*WHAT THE TASK ASKS:* If a line contains "2px #22223b) drop-shadow(0", it is the last one to write out; begin with the first line of the records and copy each exactly.

(EXTRACTED INFORMATION begins)

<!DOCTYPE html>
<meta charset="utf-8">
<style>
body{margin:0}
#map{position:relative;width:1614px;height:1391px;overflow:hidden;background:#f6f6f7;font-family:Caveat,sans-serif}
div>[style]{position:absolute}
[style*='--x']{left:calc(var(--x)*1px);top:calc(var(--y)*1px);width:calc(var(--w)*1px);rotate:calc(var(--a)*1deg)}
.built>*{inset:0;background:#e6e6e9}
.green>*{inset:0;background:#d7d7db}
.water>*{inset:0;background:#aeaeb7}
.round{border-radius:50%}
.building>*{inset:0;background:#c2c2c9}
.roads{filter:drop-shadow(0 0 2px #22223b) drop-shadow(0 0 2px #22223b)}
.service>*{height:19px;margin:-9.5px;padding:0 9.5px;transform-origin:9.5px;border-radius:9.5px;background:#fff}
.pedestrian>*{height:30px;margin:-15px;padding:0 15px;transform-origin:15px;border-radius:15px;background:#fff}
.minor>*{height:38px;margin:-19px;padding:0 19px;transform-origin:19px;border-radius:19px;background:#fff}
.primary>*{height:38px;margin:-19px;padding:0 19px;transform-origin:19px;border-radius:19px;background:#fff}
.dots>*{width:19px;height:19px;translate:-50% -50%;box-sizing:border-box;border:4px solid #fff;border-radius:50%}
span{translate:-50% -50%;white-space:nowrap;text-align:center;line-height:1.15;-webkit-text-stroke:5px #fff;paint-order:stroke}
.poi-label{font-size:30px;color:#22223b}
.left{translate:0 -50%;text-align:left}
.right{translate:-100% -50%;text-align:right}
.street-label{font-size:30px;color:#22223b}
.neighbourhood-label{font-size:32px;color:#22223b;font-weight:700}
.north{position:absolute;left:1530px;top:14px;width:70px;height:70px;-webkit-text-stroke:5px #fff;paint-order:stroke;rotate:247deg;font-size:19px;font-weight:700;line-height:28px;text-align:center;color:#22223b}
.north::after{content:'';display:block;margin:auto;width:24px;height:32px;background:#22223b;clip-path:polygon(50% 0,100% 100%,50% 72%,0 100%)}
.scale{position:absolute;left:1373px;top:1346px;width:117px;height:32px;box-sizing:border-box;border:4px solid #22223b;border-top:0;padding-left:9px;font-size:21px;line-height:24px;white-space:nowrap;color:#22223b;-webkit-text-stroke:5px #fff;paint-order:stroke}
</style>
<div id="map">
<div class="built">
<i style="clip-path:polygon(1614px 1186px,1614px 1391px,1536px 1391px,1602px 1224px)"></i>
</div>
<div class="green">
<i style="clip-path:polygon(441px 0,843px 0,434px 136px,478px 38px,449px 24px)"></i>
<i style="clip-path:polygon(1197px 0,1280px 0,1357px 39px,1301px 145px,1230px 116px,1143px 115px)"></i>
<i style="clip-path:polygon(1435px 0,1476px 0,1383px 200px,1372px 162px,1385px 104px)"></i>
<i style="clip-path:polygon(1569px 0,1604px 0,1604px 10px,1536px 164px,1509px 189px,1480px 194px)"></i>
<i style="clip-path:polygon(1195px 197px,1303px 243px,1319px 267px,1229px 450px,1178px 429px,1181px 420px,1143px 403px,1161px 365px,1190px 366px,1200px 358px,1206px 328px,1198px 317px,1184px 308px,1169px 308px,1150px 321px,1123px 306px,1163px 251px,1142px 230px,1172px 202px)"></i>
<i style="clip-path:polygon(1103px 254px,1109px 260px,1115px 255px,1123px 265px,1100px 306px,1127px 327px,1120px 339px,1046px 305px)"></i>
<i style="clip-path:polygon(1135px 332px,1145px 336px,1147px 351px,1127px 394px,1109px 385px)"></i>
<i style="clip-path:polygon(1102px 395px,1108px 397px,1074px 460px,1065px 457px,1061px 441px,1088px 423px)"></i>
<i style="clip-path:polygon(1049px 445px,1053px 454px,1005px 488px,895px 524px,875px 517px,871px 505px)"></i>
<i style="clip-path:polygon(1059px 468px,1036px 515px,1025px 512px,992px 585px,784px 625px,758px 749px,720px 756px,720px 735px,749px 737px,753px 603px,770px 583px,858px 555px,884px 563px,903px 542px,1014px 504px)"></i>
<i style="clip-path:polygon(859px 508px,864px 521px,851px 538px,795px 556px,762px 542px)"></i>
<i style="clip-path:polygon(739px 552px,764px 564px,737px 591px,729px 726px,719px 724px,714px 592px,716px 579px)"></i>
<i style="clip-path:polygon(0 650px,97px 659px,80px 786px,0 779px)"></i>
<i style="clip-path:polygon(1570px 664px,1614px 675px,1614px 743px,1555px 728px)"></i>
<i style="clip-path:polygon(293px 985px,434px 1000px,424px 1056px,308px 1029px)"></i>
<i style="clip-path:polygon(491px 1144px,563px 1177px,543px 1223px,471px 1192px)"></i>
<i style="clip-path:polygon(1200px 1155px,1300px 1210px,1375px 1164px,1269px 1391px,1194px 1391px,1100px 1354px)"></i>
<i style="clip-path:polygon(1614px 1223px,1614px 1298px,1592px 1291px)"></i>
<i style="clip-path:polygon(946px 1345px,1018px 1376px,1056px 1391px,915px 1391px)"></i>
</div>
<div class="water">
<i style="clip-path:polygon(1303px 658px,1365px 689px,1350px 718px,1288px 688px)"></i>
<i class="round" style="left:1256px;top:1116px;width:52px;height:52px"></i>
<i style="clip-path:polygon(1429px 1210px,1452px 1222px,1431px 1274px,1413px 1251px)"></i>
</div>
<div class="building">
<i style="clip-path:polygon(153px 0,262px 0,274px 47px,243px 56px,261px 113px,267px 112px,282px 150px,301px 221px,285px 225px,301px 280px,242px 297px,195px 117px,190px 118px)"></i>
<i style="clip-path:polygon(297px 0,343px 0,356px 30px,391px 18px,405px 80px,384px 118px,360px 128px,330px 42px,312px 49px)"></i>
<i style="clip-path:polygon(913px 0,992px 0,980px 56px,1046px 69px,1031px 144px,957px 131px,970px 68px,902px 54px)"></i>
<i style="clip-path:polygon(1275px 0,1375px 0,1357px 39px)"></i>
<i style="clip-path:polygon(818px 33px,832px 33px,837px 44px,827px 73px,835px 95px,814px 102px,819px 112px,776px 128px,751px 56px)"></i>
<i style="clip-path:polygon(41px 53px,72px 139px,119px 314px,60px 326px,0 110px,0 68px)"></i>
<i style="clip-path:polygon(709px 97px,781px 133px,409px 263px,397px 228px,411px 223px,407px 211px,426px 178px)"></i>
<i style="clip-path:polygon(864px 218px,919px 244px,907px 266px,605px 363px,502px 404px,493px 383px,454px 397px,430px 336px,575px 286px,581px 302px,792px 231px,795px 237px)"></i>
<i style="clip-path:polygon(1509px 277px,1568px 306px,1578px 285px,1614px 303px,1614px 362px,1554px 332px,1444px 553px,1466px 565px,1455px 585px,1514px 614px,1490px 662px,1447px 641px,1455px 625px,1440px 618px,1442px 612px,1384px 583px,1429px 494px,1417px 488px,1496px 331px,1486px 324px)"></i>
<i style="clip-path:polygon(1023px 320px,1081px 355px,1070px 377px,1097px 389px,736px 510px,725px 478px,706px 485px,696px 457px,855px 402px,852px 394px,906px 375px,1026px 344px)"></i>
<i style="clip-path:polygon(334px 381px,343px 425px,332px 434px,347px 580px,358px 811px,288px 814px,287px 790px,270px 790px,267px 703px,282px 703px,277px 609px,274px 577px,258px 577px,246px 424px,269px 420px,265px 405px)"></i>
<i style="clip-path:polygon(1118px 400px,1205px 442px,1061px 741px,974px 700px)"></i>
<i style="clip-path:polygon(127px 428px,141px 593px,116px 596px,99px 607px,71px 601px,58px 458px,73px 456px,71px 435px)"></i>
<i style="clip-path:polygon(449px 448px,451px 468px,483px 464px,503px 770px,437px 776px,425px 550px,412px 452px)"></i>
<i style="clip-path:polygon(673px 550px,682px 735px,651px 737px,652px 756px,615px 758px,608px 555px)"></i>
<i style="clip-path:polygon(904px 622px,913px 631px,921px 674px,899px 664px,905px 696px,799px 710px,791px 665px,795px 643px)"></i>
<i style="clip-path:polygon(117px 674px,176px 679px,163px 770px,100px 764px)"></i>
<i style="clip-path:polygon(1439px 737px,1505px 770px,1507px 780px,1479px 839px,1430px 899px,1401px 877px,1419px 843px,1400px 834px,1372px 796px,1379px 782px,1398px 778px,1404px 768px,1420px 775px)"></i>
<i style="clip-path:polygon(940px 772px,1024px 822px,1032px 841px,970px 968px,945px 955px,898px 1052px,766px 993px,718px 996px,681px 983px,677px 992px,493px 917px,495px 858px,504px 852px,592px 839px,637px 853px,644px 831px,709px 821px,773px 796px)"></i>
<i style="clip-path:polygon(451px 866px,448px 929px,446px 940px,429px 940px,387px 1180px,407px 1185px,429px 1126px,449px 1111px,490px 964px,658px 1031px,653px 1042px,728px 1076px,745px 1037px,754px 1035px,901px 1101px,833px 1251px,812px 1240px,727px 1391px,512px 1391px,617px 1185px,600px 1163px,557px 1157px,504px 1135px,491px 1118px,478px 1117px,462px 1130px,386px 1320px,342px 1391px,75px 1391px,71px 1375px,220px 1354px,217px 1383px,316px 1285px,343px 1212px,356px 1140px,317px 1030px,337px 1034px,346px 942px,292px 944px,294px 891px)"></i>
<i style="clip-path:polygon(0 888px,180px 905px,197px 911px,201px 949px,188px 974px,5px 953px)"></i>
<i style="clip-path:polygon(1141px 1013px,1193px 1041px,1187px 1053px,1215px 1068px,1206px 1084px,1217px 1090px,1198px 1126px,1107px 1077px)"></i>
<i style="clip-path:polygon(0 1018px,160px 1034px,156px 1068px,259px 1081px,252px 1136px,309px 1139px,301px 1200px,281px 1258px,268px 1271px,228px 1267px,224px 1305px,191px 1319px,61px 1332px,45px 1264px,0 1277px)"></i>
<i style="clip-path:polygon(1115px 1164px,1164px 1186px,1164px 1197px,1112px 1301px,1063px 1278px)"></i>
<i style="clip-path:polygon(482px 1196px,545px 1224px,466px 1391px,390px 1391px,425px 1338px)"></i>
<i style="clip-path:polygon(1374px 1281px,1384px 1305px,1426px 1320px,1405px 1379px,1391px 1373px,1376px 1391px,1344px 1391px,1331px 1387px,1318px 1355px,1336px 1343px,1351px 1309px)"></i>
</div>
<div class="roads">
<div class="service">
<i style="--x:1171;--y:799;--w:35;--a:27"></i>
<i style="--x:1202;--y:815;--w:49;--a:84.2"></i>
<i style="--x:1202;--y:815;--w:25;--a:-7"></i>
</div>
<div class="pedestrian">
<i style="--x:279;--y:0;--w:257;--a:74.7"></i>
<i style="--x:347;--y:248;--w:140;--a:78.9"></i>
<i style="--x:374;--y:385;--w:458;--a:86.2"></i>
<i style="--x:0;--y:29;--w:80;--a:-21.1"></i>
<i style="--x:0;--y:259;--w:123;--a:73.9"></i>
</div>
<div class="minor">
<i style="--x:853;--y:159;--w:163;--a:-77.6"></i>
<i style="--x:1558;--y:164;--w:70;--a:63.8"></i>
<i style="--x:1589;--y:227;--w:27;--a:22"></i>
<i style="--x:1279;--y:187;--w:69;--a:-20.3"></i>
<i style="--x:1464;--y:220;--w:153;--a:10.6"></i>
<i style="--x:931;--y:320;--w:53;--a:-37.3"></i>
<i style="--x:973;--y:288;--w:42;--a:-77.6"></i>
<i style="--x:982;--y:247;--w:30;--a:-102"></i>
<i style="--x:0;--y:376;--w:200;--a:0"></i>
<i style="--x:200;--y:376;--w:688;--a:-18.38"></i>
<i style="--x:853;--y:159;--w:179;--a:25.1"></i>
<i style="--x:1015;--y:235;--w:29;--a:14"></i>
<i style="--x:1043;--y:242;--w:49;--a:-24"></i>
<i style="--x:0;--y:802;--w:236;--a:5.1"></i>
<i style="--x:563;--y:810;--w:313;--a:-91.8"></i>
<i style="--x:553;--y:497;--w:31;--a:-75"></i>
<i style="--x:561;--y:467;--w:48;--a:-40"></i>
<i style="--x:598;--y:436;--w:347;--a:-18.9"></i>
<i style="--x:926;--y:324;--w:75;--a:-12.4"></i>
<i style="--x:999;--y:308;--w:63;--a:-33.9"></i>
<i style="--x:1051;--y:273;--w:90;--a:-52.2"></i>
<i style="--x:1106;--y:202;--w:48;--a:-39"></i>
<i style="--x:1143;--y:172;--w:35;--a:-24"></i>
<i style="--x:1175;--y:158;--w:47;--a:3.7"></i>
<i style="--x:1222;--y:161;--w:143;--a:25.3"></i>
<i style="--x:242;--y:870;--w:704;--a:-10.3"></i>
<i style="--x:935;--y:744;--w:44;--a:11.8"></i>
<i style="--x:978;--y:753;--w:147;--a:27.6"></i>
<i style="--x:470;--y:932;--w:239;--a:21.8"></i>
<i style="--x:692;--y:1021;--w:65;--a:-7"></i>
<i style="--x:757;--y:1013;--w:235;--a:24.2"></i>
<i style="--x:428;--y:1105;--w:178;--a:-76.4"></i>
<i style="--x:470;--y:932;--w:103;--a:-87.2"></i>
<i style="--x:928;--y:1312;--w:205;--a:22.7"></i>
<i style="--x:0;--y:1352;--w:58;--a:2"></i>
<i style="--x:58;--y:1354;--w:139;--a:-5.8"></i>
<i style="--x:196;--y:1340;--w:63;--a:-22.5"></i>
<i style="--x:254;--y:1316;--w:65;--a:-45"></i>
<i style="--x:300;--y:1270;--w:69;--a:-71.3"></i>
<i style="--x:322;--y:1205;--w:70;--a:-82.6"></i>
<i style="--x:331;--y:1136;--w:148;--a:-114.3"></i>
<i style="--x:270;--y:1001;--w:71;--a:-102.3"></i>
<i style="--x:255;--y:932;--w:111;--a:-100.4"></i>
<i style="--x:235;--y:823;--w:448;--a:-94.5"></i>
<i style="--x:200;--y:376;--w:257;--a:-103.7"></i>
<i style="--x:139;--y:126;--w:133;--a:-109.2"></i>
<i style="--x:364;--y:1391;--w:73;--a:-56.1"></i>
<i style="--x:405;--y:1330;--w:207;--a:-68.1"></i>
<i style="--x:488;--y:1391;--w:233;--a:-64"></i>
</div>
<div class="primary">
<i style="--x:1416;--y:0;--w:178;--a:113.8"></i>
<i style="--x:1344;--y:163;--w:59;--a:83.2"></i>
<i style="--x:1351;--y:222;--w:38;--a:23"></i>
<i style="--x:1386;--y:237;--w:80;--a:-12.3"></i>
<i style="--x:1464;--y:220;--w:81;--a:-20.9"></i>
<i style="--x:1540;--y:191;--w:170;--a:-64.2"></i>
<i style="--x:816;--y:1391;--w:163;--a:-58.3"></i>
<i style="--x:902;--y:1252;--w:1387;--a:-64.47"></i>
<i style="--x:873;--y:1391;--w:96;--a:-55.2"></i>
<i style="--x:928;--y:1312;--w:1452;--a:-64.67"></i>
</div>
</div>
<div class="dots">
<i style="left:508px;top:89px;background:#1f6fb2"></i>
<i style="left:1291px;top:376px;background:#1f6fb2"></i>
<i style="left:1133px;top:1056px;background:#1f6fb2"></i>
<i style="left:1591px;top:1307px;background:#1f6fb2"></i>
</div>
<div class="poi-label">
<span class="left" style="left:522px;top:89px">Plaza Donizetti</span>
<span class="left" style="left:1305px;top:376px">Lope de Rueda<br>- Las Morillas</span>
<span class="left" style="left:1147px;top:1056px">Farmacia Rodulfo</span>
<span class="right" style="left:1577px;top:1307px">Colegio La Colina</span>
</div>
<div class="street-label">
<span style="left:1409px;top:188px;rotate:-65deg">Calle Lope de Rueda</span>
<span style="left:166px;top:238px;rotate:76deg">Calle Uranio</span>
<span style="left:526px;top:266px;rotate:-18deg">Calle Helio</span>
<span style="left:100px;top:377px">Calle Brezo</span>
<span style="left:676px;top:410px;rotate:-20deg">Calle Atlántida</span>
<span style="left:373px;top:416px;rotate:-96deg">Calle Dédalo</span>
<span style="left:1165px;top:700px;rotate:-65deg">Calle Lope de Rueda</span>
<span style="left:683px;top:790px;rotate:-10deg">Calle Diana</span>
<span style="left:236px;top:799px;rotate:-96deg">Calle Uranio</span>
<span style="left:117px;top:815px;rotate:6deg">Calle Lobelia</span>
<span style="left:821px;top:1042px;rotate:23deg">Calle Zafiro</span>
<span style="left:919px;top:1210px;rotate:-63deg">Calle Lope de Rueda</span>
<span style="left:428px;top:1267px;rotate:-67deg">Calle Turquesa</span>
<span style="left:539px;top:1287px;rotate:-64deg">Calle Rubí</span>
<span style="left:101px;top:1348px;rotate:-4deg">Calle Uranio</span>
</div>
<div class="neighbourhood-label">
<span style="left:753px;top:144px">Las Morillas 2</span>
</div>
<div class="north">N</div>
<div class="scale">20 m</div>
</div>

(EXTRACTED INFORMATION ends)

*RESULT:*
<!DOCTYPE html>
<meta charset="utf-8">
<style>
body{margin:0}
#map{position:relative;width:1614px;height:1391px;overflow:hidden;background:#f6f6f7;font-family:Caveat,sans-serif}
div>[style]{position:absolute}
[style*='--x']{left:calc(var(--x)*1px);top:calc(var(--y)*1px);width:calc(var(--w)*1px);rotate:calc(var(--a)*1deg)}
.built>*{inset:0;background:#e6e6e9}
.green>*{inset:0;background:#d7d7db}
.water>*{inset:0;background:#aeaeb7}
.round{border-radius:50%}
.building>*{inset:0;background:#c2c2c9}
.roads{filter:drop-shadow(0 0 2px #22223b) drop-shadow(0 0 2px #22223b)}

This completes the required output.